WHAT NEEDS TO BE DONE:
Return all lines from the entries below in which the word "column" is present.

[EXTRACTED INFORMATION — start]

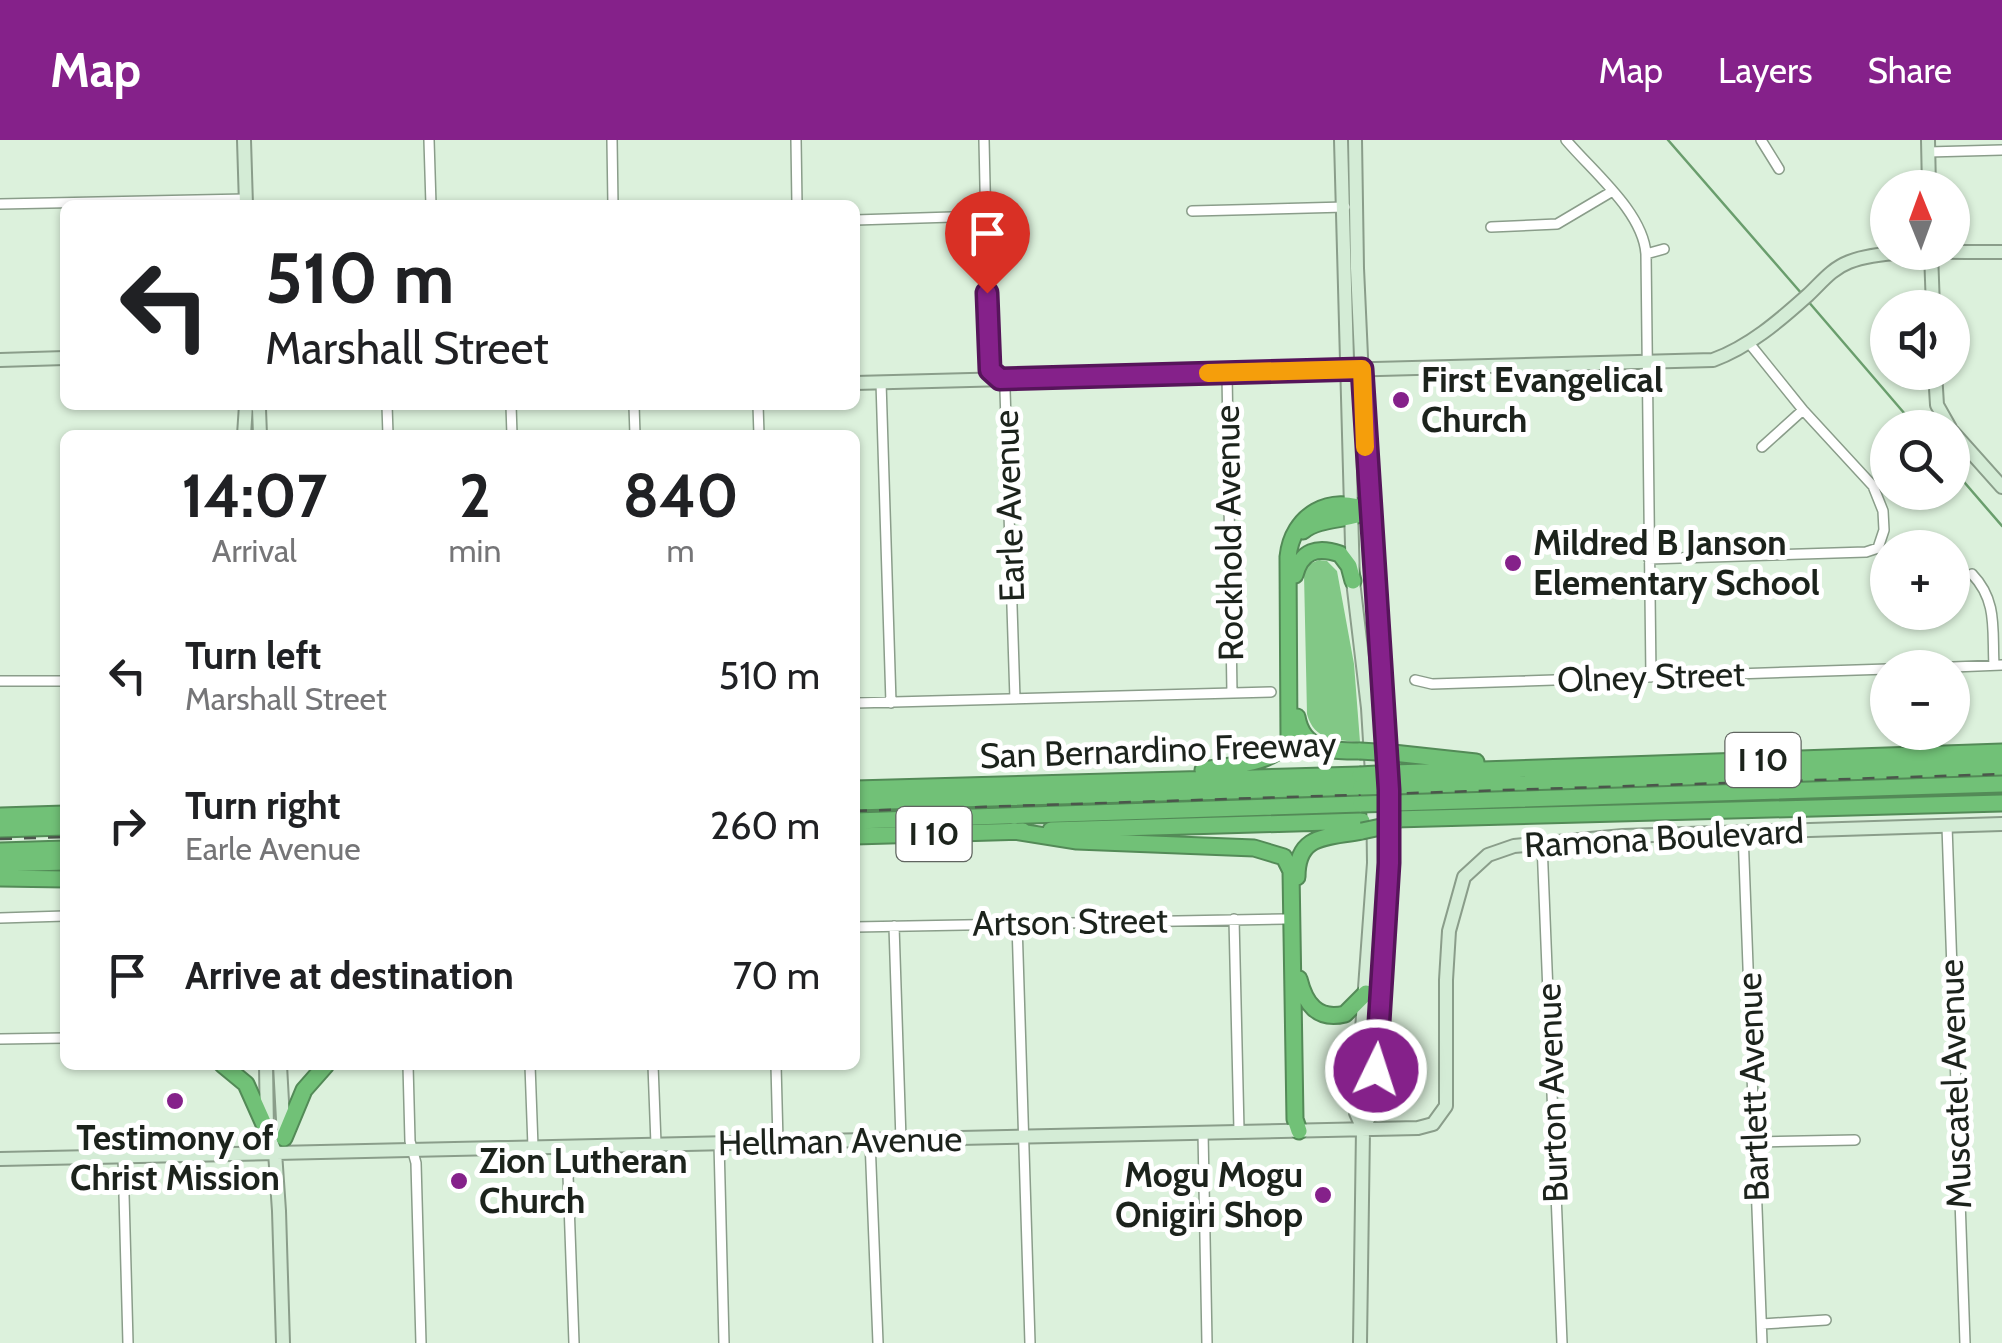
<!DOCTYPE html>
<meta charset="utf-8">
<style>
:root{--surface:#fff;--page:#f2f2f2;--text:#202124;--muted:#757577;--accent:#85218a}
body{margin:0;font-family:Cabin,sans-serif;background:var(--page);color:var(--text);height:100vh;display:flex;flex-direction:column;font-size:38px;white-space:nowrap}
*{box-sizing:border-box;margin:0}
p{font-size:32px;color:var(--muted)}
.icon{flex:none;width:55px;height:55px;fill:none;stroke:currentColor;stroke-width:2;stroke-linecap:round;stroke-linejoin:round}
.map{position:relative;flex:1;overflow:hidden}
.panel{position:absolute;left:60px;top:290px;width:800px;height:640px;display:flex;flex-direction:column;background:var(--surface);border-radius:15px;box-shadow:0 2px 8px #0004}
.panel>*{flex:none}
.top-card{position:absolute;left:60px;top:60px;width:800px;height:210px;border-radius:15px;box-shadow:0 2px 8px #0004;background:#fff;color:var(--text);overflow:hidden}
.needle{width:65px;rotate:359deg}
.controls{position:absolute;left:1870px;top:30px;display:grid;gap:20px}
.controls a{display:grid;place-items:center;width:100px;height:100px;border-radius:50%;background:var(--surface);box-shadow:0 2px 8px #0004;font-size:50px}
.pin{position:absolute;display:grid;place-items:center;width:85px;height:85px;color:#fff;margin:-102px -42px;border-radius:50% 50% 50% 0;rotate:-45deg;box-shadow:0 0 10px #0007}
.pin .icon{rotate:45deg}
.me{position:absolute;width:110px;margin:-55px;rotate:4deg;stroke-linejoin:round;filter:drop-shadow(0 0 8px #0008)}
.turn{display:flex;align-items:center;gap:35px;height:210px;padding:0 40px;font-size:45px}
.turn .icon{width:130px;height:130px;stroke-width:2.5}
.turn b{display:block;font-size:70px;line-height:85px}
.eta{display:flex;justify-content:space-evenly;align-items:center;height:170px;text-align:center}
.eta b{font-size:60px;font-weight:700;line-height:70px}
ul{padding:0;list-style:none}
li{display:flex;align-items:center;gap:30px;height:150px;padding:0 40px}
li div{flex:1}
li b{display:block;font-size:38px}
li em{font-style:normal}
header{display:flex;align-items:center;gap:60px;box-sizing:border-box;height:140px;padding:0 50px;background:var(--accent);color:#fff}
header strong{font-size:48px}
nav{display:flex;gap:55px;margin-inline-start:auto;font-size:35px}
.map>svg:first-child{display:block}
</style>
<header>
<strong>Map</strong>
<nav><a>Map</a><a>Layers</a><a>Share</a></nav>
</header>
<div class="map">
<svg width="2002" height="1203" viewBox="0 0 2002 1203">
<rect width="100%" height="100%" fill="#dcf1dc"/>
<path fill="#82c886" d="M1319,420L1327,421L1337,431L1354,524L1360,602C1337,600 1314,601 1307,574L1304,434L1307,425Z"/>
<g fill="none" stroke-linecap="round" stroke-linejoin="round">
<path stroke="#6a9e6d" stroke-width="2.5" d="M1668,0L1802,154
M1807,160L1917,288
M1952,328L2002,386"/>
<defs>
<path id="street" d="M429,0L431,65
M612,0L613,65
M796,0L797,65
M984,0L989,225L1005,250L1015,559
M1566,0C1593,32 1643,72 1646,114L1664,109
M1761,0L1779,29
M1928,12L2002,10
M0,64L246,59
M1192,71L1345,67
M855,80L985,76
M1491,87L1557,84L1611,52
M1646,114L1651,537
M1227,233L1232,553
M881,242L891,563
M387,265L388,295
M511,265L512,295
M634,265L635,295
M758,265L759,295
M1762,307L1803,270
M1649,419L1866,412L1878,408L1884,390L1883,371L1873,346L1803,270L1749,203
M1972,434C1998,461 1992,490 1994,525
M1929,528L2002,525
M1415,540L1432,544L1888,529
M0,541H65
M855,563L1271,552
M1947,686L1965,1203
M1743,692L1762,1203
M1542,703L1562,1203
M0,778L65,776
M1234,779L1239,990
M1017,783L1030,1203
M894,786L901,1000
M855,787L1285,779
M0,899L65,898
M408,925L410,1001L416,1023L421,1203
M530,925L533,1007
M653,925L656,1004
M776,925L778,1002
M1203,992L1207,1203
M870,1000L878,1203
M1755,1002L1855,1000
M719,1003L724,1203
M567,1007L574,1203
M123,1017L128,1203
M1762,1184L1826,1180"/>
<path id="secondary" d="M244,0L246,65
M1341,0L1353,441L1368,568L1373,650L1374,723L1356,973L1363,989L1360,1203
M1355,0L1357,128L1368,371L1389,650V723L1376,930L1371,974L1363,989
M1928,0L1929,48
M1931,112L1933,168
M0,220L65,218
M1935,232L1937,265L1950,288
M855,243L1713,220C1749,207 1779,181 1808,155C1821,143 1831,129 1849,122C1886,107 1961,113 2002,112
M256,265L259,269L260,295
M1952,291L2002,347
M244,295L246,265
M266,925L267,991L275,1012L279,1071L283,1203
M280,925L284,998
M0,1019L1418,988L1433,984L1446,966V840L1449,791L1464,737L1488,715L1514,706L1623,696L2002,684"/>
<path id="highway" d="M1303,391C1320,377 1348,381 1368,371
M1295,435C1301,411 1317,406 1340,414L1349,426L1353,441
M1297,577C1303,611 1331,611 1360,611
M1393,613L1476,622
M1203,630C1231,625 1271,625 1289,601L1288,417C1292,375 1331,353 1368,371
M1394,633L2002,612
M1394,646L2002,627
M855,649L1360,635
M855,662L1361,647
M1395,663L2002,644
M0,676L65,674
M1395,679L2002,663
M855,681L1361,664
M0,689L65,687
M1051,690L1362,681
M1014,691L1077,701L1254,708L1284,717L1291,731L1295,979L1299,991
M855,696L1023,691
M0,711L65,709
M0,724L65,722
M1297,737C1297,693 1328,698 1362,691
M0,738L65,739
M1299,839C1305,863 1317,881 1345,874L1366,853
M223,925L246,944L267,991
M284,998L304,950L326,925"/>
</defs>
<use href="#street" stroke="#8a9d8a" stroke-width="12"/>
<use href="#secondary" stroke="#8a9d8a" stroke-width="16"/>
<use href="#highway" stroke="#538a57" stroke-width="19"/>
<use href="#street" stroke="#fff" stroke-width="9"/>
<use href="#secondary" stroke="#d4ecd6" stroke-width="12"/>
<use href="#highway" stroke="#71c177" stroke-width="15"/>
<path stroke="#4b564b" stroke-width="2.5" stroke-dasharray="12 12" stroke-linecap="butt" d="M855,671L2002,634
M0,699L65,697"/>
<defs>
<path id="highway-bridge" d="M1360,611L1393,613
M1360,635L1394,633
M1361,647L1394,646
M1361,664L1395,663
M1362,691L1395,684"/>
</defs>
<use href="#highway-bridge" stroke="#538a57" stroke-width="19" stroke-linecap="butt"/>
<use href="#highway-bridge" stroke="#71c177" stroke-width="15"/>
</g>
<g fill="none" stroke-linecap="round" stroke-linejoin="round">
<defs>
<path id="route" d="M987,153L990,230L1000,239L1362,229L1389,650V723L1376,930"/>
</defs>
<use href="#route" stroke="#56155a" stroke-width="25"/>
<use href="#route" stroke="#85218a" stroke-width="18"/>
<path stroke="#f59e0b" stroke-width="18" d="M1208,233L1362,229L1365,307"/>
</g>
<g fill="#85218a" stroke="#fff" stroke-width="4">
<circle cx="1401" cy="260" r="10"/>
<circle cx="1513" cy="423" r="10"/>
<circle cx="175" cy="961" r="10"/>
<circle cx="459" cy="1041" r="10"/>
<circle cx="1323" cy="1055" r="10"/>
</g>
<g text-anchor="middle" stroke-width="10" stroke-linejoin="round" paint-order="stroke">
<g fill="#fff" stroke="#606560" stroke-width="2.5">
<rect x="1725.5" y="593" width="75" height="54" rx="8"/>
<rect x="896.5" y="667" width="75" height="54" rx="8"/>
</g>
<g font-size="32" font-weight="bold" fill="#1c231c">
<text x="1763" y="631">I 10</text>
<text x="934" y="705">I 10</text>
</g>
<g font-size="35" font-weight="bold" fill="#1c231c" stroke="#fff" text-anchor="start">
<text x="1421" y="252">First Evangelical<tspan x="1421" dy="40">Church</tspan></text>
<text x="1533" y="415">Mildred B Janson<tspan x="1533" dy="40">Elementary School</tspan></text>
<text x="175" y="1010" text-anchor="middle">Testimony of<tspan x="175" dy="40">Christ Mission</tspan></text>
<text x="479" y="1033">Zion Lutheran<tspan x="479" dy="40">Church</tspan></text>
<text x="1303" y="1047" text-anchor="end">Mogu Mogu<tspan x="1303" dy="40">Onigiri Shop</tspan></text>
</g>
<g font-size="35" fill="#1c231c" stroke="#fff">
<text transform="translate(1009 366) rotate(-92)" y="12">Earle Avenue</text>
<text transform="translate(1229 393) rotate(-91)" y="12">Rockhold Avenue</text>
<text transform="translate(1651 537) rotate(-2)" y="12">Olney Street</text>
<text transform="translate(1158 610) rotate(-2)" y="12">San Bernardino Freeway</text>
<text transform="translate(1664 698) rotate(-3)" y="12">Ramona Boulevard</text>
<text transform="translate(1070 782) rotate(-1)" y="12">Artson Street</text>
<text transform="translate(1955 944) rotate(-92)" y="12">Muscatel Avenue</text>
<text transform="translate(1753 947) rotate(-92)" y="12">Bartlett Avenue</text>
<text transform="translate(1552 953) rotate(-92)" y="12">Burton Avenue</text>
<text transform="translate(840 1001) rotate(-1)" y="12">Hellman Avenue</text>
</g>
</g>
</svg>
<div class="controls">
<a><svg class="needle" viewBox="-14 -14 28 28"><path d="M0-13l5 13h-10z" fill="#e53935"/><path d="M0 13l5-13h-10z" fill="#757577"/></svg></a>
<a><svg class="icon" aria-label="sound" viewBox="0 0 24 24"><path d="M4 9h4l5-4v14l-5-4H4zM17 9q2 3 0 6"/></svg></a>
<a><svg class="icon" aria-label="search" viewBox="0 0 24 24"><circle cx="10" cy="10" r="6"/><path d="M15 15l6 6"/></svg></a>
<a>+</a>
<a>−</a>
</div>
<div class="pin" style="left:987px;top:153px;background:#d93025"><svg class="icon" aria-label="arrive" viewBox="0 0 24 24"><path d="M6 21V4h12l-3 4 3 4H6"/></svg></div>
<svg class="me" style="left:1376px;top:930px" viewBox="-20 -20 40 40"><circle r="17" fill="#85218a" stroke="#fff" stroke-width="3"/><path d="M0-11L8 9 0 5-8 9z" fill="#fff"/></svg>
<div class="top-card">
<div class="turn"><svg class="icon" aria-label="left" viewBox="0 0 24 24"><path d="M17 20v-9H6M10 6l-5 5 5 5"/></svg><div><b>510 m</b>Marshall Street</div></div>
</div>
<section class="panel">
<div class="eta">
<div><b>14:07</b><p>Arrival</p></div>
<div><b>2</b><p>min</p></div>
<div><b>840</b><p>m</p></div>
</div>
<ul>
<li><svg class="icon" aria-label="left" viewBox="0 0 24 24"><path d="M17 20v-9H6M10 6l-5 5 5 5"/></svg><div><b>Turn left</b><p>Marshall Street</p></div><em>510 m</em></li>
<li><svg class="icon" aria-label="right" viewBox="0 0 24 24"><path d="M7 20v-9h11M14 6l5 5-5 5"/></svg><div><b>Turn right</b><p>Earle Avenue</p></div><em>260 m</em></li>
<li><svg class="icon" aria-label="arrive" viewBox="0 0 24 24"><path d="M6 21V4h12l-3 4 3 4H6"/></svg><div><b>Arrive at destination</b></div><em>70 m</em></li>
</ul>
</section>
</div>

[EXTRACTED INFORMATION — finish]

EXERCISE RESPONSE:
body{margin:0;font-family:Cabin,sans-serif;background:var(--page);color:var(--text);height:100vh;display:flex;flex-direction:column;font-size:38px;white-space:nowrap}
.panel{position:absolute;left:60px;top:290px;width:800px;height:640px;display:flex;flex-direction:column;background:var(--surface);border-radius:15px;box-shadow:0 2px 8px #0004}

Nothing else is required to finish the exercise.